The leg curl is an isolation exercise for the hamstrings, the muscles that run on the back of your thighs. The calves are also assisting the motion as secondary muscles.
Strengthening the hamstrings is very important. For most people, the quads are stronger than the hamstrings, resulting in muscular imbalance that might lead to bad stability in the knee joint and a greater risk of injury.
The leg curl can be done from a lying position, or while seated. Both are a similar movement and work the same muscles. The main difference is that the lying variation engages more of your calves, while the seated position provides more isolation of the hamstrings.
The hamstrings have two functions: knee flexion and hip flexion. While free weight exercises like the deadlift are great to work the hamstrings at the hip joint, there is still a need to work the hamstrings' knee flexion function.

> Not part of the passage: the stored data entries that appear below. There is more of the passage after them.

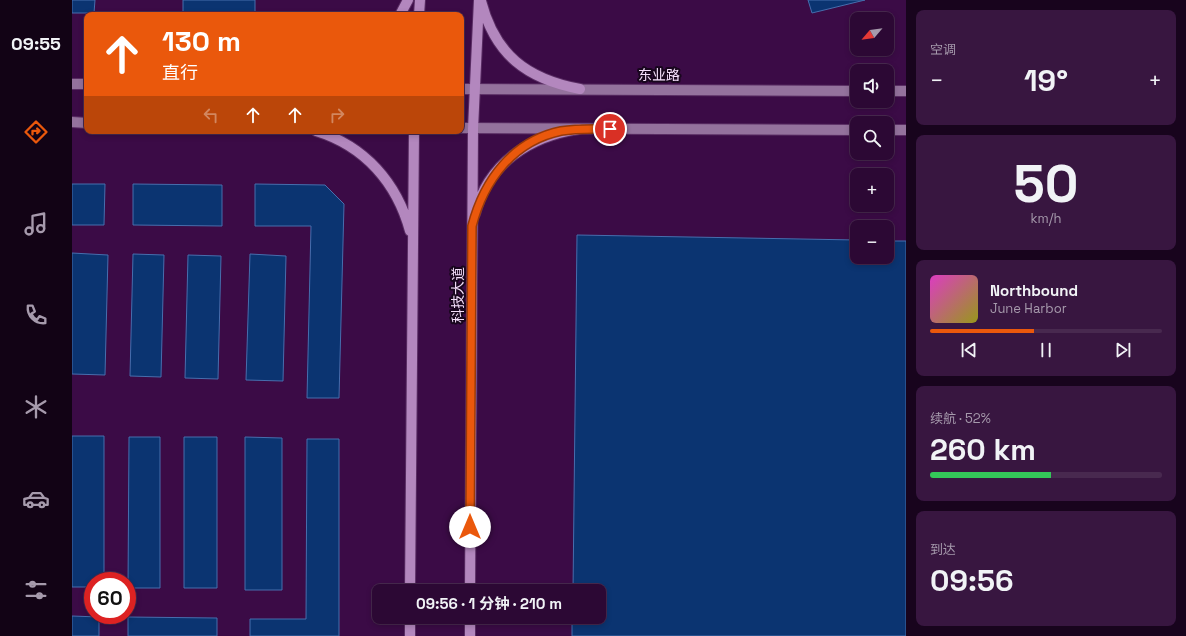 <!DOCTYPE html>
<html lang="zh">
<meta charset="utf-8">
<style>
body{margin:0;font-family:"Space Grotesk","Noto Sans SC",sans-serif;background:#381640;color:#f1f3f6;height:100vh;display:flex;flex-direction:column;font-size:15px;white-space:nowrap}
*{box-sizing:border-box;margin:0}
p{font-size:13px;color:#a69aac}
.icon{flex:none;width:22px;height:22px;fill:none;stroke:currentColor;stroke-width:2;stroke-linecap:round;stroke-linejoin:round}
.map{position:relative;flex:1;overflow:hidden}
.side{display:flex;flex-direction:column;gap:10px;padding:10px;background:#18041d;width:280px}
.side>*{flex:none}
.hud{position:absolute;left:12px;top:12px;width:380px;height:122px;border-radius:8px;box-shadow:0 2px 6px #0003,0 0 0 1px #48294f;background:#ea580c;color:#fff;overflow:hidden}
.needle{width:26px;rotate:241deg}
.buttons{position:absolute;left:778px;top:12px;display:grid;gap:8px}
.buttons a{display:grid;place-items:center;width:44px;height:44px;border-radius:8px;background:#2c0834;box-shadow:0 2px 6px #0003,0 0 0 1px #48294f;font-size:20px}
.speed{position:absolute;left:12px;top:572px;display:flex;gap:8px;font-size:20px;font-weight:700;text-align:center}
.speed>*{display:grid;place-content:center;width:52px;height:52px;border-radius:50%;background:#2c0834;box-shadow:0 2px 6px #0003,0 0 0 1px #48294f;line-height:1}
.speed .limit{border:6px solid #d22;background:#fff;color:#111}
.pin{position:absolute;display:grid;place-items:center;width:34px;height:34px;color:#fff;margin:-17px;border:2px solid #fff;border-radius:50%;box-shadow:0 1px 4px #0007}
.me{position:absolute;width:44px;margin:-22px;rotate:0deg;stroke-linejoin:round;filter:drop-shadow(0 0 3px #0008)}
.turn{display:flex;align-items:center;gap:14px;height:84px;padding:0 12px;font-size:18px}
.turn .icon{width:52px;height:52px;stroke-width:2.5}
.turn b{display:block;font-size:28px;line-height:34px}
.lanes{display:flex;align-items:center;height:38px;padding:0 12px;background:#0003;justify-content:center;gap:20px;direction:ltr}
.lanes .off{opacity:.35}
.big{font-size:30px;font-weight:700;line-height:1.1}
.side .card{flex:1;display:flex;flex-direction:column;justify-content:center;gap:6px;min-width:0;padding:0 14px;border-radius:8px;background:#381640}
.side .dial{align-items:center;gap:0}
.dial b{font-size:52px;line-height:1}
.song{display:flex;align-items:center;gap:12px}
.cover{width:48px;height:48px;border-radius:6px;background:linear-gradient(135deg,hsl(310 70% 55%),hsl(60 70% 35%))}
.played{height:4px;border-radius:2px;background:linear-gradient(90deg,#ea580c 45%,#48294f 45%)}
.keys{display:flex;justify-content:space-around;direction:ltr}
.heat{display:flex;justify-content:space-between;align-items:center;font-size:22px;direction:ltr}
.charge{height:6px;border-radius:3px;background:linear-gradient(90deg,#34c759 52%,#48294f 0)}
.trip{position:absolute;left:300px;top:584px;width:234px;height:40px;border-radius:8px;background:#2c0834;box-shadow:0 2px 6px #0003,0 0 0 1px #48294f;font-weight:700;line-height:40px;text-align:center}
main{display:flex;flex:1;min-height:0}
.tabs{display:flex;flex-direction:column;width:72px;justify-content:space-around;align-items:center;background:#120315;color:#a69aac}
.tabs .icon{width:28px;height:28px}
.tabs .selected{color:#ea580c}
.tabs b{font-size:18px;color:#f1f3f6}
.map>svg:first-child{display:block}
</style>
<main>
<nav class="tabs">
<b>09:55</b>
<svg class="icon selected" aria-label="directions" viewBox="0 0 24 24"><path d="M12 3l9 9-9 9-9-9zM9 14v-3h6M13 9l2 2-2 2"/></svg>
<svg class="icon" aria-label="music" viewBox="0 0 24 24"><path d="M9 18V5l10-2v13"/><circle cx="6" cy="18" r="3"/><circle cx="16" cy="16" r="3"/></svg>
<svg class="icon" aria-label="phone" viewBox="0 0 24 24"><path d="M5 4h4l2 5-3 2q2 4 5 5l2-3 5 2v4C11 20 4 13 5 4z"/></svg>
<svg class="icon" aria-label="climate" viewBox="0 0 24 24"><path d="M12 3v18M4 7l16 10M4 17L20 7"/></svg>
<svg class="icon" aria-label="car" viewBox="0 0 24 24"><path d="M5 17H2v-5l4-1 3-4h7l3 4 3 1v5h-3M9 17h6M6 11h13"/><circle cx="7" cy="17" r="2"/><circle cx="17" cy="17" r="2"/></svg>
<svg class="icon" aria-label="filters" viewBox="0 0 24 24"><path d="M4 7h16M4 17h16"/><circle cx="9" cy="7" r="2"/><circle cx="15" cy="17" r="2"/></svg>
</nav>
<div class="map">
<svg width="834" height="636" viewBox="0 0 834 636">
<rect width="100%" height="100%" fill="#3b0b46"/>
<!-- building -->
<path fill="#0b3471" stroke="#476ead" d="M 0,0 L 23,0 L 22,13 L 0,13 Z
M 111,0 L 183,0 L 183,15 L 111,14 Z
M 736,0 L 793,0 L 740,13 Z
M 0,184 L 33,184 L 32,225 L 0,225 Z
M 61,184 L 150,185 L 150,226 L 61,225 Z
M 183,184 L 253,185 L 272,204 L 267,398 L 235,398 L 239,226 L 183,226 Z
M 505,235 L 785,240 L 785,257 L 815,257 L 815,241 L 834,241 L 834,636 L 500,636 L 500,617 L 527,617 L 527,591 L 501,591 Z
M 0,253 L 36,255 L 33,375 L 0,374 Z
M 61,254 L 92,255 L 89,377 L 58,376 Z
M 178,254 L 214,256 L 211,381 L 174,380 Z
M 116,255 L 149,256 L 146,379 L 113,378 Z
M 0,436 L 32,436 L 32,581 L 21,581 L 21,587 L 0,587 Z
M 57,437 L 88,437 L 88,588 L 56,588 Z
M 112,437 L 145,437 L 145,588 L 112,588 Z
M 173,437 L 210,438 L 210,590 L 173,590 Z
M 235,439 L 267,439 L 267,636 L 178,636 L 178,619 L 234,619 Z
M 0,616 L 27,617 L 27,636 L 0,636 Z
M 56,617 L 145,618 L 145,636 L 56,636 Z"/>
<g fill="none" stroke-linecap="round" stroke-linejoin="round">
<defs>
<path id="secondary" d="M 0,84 L 15,84
M 389,89 L 785,91
M 815,91 L 834,91
M 0,122 L 15,123
M 389,128 L 785,130
M 815,130 L 834,130"/>
<path id="primary" d="M 409,1 C 423,55 455,79 508,89
M 328,15 L 336,0
M 347,15 L 348,0
M 244,131 C 293,146 325,183 338,231
M 403,214 C 416,163 458,136 507,129
M 338,591 L 342,131
M 398,591 L 401,129 L 407,0
M 338,636 L 338,617
M 398,636 L 398,617"/>
</defs>
<!-- secondary casing -->
<use href="#secondary" stroke="#592d63" stroke-width="12"/>
<!-- primary casing -->
<use href="#primary" stroke="#592d63" stroke-width="12"/>
<!-- secondary -->
<use href="#secondary" stroke="#94729d" stroke-width="10"/>
<!-- primary -->
<use href="#primary" stroke="#b387be" stroke-width="10"/>
</g>
<g fill="none" stroke-linecap="round" stroke-linejoin="round">
<defs>
<path id="route" d="M 398,527 L 400,226 C 412,180 441,141 489,131 C 506,128 522,129 538,129"/>
</defs>
<!-- route casing -->
<use href="#route" stroke="#983908" stroke-width="10"/>
<!-- route -->
<use href="#route" stroke="#ea580c" stroke-width="7"/>
</g>
<g text-anchor="middle" stroke-width="4" stroke-linejoin="round" paint-order="stroke">
<!-- street labels -->
<g font-size="14" fill="#f5dffb" stroke="#18061d">
<text x="587" y="80">东业路</text>
<text transform="translate(386 295) rotate(-90)" y="5">科技大道</text>
</g>
</g>
</svg>
<div class="buttons">
<a><svg class="needle" viewBox="-14 -14 28 28"><path d="M0-13l5 13h-10z" fill="#e53935"/><path d="M0 13l5-13h-10z" fill="#a69aac"/></svg></a>
<a><svg class="icon" aria-label="sound" viewBox="0 0 24 24"><path d="M4 9h4l5-4v14l-5-4H4zM17 9q2 3 0 6"/></svg></a>
<a><svg class="icon" aria-label="search" viewBox="0 0 24 24"><circle cx="10" cy="10" r="6"/><path d="M15 15l6 6"/></svg></a>
<a>+</a>
<a>−</a>
</div>
<div class="speed"><div class="limit">60</div></div>
<div class="pin" style="left:538px;top:129px;background:#d93025"><svg class="icon" aria-label="arrive" viewBox="0 0 24 24"><path d="M6 21V4h12l-3 4 3 4H6"/></svg></div>
<svg class="me" style="left:398px;top:527px" viewBox="-20 -20 40 40"><circle r="19" fill="#fff"/><path d="M0-13L10 11 0 6-10 11z" fill="#ea580c"/></svg>
<div class="trip">09:56 · 1 分钟 · 210 m</div>
<div class="hud">
<div class="turn"><svg class="icon" aria-label="ahead" viewBox="0 0 24 24"><path d="M12 20V5M6 11l6-6 6 6"/></svg><div><b>130 m</b>直行</div></div>
<div class="lanes"><svg class="icon off" aria-label="left" viewBox="0 0 24 24"><path d="M17 20v-9H6M10 6l-5 5 5 5"/></svg><svg class="icon" aria-label="ahead" viewBox="0 0 24 24"><path d="M12 20V5M6 11l6-6 6 6"/></svg><svg class="icon" aria-label="ahead" viewBox="0 0 24 24"><path d="M12 20V5M6 11l6-6 6 6"/></svg><svg class="icon off" aria-label="right" viewBox="0 0 24 24"><path d="M7 20v-9h11M14 6l5 5-5 5"/></svg></div>
</div>
</div>
<section class="side">
<div class="card"><p>空调</p>
<div class="heat"><a>−</a><b class="big">19°</b><a>+</a></div>
</div>
<div class="card dial"><b>50</b><p>km/h</p></div>
<div class="card">
<div class="song"><i class="cover"></i><div><b>Northbound</b><p>June Harbor</p></div></div>
<div class="played"></div>
<div class="keys"><svg class="icon" aria-label="previous" viewBox="0 0 24 24"><path d="M18 5L8 12l10 7zM5 5v14"/></svg><svg class="icon" aria-label="pause" viewBox="0 0 24 24"><path d="M8 5v14M16 5v14"/></svg><svg class="icon" aria-label="next" viewBox="0 0 24 24"><path d="M6 5l10 7-10 7zM19 5v14"/></svg></div>
</div>
<div class="card"><p>续航 · 52%</p><b class="big">260 km</b><div class="charge"></div></div>
<div class="card"><p>到达</p><b class="big">09:56</b></div>
</section>
</main>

The machine needs to be adjusted to fit your body. You should adjust the pad so it rests on the back of your ankles, just below your calves and just above your achilles.
Ensure that your torso and upper thighs remains on the bench at all times. This will allow a better form and decrease the likelihood of hyperextending the lower back. Don't grip the front handles too tight, instead focus on full body contact with the bench.
Move your legs in a slow and controlled manner. Avoid swinging and jerking any part of your body to complete the rep. Swinging will increase the risk of lower back or hamstring injury, and will make the exercise less effective. Try to take about 2-4 seconds to lower the legs back to the starting position.
You can focus on different parts of the hamstrings by changing your toes position. Turning your toes inward will focus more on the semimembranosus and the semitendinousus, while turning your toes outward will shift the focus to the biceps femoris.